ASSIGNMENT
Each line that contains the word "controls" is to be copied from the records below.

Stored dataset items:

*** Begin section ***

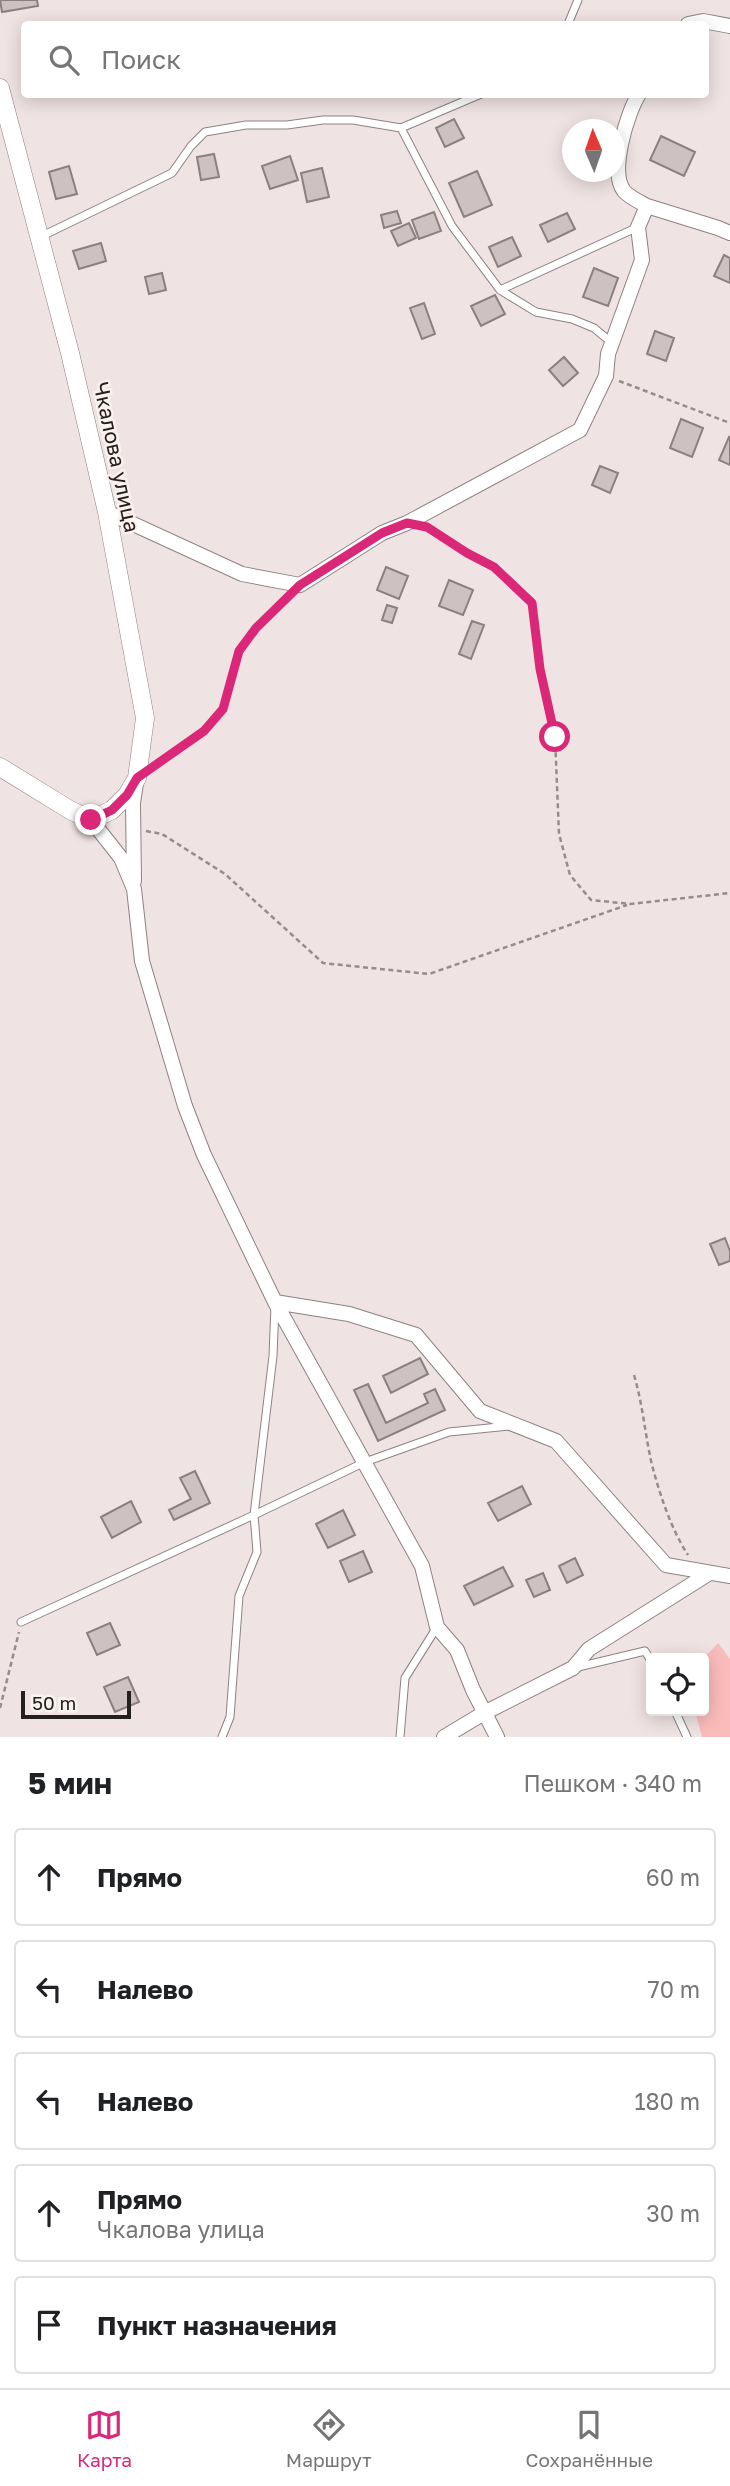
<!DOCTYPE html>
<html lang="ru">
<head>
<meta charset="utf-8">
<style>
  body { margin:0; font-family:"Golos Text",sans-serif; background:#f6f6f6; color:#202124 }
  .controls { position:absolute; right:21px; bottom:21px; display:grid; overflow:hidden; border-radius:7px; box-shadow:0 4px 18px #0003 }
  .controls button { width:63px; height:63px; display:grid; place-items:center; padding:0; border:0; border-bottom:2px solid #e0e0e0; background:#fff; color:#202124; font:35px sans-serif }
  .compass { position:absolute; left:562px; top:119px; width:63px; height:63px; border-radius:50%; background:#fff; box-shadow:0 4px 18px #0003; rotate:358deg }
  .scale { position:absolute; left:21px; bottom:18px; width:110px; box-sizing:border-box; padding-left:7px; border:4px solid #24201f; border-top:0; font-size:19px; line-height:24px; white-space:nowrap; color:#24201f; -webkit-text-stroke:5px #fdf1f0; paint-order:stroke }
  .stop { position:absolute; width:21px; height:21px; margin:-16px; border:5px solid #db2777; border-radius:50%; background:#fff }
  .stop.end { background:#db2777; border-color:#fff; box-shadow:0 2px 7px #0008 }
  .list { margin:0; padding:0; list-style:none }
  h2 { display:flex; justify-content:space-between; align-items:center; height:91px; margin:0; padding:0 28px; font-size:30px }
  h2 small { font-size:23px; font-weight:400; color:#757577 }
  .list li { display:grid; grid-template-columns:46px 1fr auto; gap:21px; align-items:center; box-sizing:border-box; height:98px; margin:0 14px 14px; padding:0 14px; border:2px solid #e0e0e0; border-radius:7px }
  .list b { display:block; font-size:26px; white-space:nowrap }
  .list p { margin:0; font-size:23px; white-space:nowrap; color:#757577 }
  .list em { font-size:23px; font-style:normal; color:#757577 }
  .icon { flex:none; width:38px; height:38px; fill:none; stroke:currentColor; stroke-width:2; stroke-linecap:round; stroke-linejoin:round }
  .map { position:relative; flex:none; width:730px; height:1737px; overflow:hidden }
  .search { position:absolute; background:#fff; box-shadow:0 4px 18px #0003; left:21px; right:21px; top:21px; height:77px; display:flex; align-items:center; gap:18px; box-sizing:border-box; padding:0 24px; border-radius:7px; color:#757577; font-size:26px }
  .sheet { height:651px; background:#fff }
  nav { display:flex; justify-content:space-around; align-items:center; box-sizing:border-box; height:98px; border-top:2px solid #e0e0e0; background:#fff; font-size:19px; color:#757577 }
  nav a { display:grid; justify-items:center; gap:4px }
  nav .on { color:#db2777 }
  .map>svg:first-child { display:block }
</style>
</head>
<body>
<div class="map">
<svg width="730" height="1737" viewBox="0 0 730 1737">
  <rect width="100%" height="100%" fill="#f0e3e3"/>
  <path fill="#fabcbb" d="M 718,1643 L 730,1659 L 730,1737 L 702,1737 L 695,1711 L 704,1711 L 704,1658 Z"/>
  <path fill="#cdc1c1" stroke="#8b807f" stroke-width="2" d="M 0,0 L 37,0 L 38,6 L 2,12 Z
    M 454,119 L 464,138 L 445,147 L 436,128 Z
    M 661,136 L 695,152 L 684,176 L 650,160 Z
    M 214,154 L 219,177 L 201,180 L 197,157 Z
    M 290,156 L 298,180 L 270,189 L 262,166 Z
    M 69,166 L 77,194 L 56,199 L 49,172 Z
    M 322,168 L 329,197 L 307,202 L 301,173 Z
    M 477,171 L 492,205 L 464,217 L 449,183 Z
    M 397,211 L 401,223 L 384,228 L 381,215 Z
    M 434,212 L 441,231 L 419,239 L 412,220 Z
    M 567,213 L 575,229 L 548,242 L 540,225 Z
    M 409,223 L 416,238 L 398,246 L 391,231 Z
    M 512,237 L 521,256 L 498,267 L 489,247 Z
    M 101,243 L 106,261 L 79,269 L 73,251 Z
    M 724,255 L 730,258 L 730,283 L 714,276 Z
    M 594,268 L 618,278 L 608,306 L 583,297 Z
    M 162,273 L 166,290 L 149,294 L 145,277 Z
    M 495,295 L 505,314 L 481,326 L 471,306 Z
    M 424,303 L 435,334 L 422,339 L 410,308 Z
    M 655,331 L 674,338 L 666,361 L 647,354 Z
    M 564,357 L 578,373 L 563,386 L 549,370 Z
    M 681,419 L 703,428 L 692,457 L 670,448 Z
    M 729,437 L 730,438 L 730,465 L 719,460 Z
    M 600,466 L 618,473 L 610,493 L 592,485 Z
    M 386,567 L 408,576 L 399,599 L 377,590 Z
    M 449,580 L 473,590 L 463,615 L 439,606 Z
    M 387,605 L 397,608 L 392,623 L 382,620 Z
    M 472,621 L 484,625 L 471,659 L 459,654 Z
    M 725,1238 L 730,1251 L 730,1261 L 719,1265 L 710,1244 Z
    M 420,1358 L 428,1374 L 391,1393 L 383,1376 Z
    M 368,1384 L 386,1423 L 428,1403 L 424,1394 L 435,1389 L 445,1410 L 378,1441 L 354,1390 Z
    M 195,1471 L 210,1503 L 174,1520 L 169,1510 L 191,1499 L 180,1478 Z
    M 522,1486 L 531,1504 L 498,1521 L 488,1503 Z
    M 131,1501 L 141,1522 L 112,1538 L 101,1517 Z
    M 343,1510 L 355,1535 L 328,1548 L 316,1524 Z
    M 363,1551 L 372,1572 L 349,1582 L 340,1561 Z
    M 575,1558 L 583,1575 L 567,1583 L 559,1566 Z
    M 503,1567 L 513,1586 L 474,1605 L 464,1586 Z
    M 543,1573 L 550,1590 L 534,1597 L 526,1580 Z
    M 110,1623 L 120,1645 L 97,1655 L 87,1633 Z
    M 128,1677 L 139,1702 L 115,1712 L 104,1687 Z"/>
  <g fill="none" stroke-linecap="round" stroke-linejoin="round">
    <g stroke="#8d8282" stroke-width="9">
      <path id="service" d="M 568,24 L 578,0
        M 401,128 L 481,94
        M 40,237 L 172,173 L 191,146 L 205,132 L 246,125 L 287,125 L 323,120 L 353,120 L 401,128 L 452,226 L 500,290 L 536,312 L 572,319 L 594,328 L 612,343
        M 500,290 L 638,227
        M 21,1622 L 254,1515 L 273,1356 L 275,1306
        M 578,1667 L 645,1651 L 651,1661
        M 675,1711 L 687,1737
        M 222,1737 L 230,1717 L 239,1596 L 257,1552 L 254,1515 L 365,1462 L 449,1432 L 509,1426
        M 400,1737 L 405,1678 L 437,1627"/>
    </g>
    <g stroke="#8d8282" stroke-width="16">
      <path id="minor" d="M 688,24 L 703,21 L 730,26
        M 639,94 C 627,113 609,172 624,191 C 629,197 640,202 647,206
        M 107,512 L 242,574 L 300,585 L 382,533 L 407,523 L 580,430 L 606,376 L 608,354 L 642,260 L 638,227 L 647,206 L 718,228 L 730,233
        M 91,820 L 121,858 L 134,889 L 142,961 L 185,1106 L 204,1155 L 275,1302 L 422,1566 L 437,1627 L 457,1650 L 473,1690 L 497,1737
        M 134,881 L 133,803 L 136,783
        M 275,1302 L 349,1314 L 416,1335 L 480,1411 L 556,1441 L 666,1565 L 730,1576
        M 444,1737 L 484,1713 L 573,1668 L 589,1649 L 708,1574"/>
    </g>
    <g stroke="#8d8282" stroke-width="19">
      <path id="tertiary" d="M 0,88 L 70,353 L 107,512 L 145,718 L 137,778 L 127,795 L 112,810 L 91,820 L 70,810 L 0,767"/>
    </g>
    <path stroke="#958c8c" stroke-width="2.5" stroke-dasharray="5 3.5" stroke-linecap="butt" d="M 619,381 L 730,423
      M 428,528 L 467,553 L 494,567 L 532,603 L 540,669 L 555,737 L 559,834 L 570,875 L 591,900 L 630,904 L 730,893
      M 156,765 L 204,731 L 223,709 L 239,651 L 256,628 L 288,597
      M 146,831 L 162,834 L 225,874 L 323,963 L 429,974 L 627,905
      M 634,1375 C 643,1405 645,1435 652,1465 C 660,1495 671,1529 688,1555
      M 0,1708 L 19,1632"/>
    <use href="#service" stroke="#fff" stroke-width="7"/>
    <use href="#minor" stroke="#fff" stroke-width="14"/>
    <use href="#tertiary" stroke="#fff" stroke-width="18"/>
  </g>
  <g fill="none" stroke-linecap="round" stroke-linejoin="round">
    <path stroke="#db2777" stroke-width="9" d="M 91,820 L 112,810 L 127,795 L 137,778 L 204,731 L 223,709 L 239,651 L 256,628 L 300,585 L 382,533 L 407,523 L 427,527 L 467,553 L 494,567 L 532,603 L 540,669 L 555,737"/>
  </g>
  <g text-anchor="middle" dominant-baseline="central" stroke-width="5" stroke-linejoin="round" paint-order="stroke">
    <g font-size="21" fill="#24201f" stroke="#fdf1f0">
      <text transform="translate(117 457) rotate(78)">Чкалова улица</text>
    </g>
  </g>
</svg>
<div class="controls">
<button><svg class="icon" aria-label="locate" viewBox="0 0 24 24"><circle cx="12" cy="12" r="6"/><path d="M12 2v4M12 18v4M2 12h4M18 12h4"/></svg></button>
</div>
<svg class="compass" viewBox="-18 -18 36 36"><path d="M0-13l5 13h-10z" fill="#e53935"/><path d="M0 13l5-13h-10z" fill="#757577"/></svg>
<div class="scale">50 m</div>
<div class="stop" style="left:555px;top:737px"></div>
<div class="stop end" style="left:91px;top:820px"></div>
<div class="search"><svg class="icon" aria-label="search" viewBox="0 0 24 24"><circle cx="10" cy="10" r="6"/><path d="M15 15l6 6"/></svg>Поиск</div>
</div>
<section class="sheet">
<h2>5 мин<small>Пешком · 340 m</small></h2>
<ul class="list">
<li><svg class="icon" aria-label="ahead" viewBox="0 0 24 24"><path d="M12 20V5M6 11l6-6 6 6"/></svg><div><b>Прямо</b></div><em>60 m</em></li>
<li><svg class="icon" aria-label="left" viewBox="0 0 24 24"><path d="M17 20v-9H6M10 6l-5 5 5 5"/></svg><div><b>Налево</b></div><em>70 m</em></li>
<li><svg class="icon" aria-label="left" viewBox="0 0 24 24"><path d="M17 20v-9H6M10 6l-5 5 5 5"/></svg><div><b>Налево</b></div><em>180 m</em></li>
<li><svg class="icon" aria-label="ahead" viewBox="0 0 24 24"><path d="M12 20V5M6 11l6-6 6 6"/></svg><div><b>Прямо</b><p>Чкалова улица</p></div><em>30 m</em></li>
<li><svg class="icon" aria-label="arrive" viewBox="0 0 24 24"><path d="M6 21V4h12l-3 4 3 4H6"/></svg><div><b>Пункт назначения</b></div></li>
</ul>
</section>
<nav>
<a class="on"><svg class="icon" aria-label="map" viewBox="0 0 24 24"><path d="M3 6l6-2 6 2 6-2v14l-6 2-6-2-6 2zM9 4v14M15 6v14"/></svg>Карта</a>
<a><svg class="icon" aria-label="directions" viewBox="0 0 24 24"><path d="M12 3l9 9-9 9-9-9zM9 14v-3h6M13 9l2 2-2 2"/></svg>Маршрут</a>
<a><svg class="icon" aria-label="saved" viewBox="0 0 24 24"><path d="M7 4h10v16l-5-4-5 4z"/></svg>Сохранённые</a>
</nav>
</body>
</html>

*** End section ***

EXPECTED ANSWER
  .controls { position:absolute; right:21px; bottom:21px; display:grid; overflow:hidden; border-radius:7px; box-shadow:0 4px 18px #0003 }
  .controls button { width:63px; height:63px; display:grid; place-items:center; padding:0; border:0; border-bottom:2px solid #e0e0e0; background:#fff; color:#202124; font:35px sans-serif }
<div class="controls">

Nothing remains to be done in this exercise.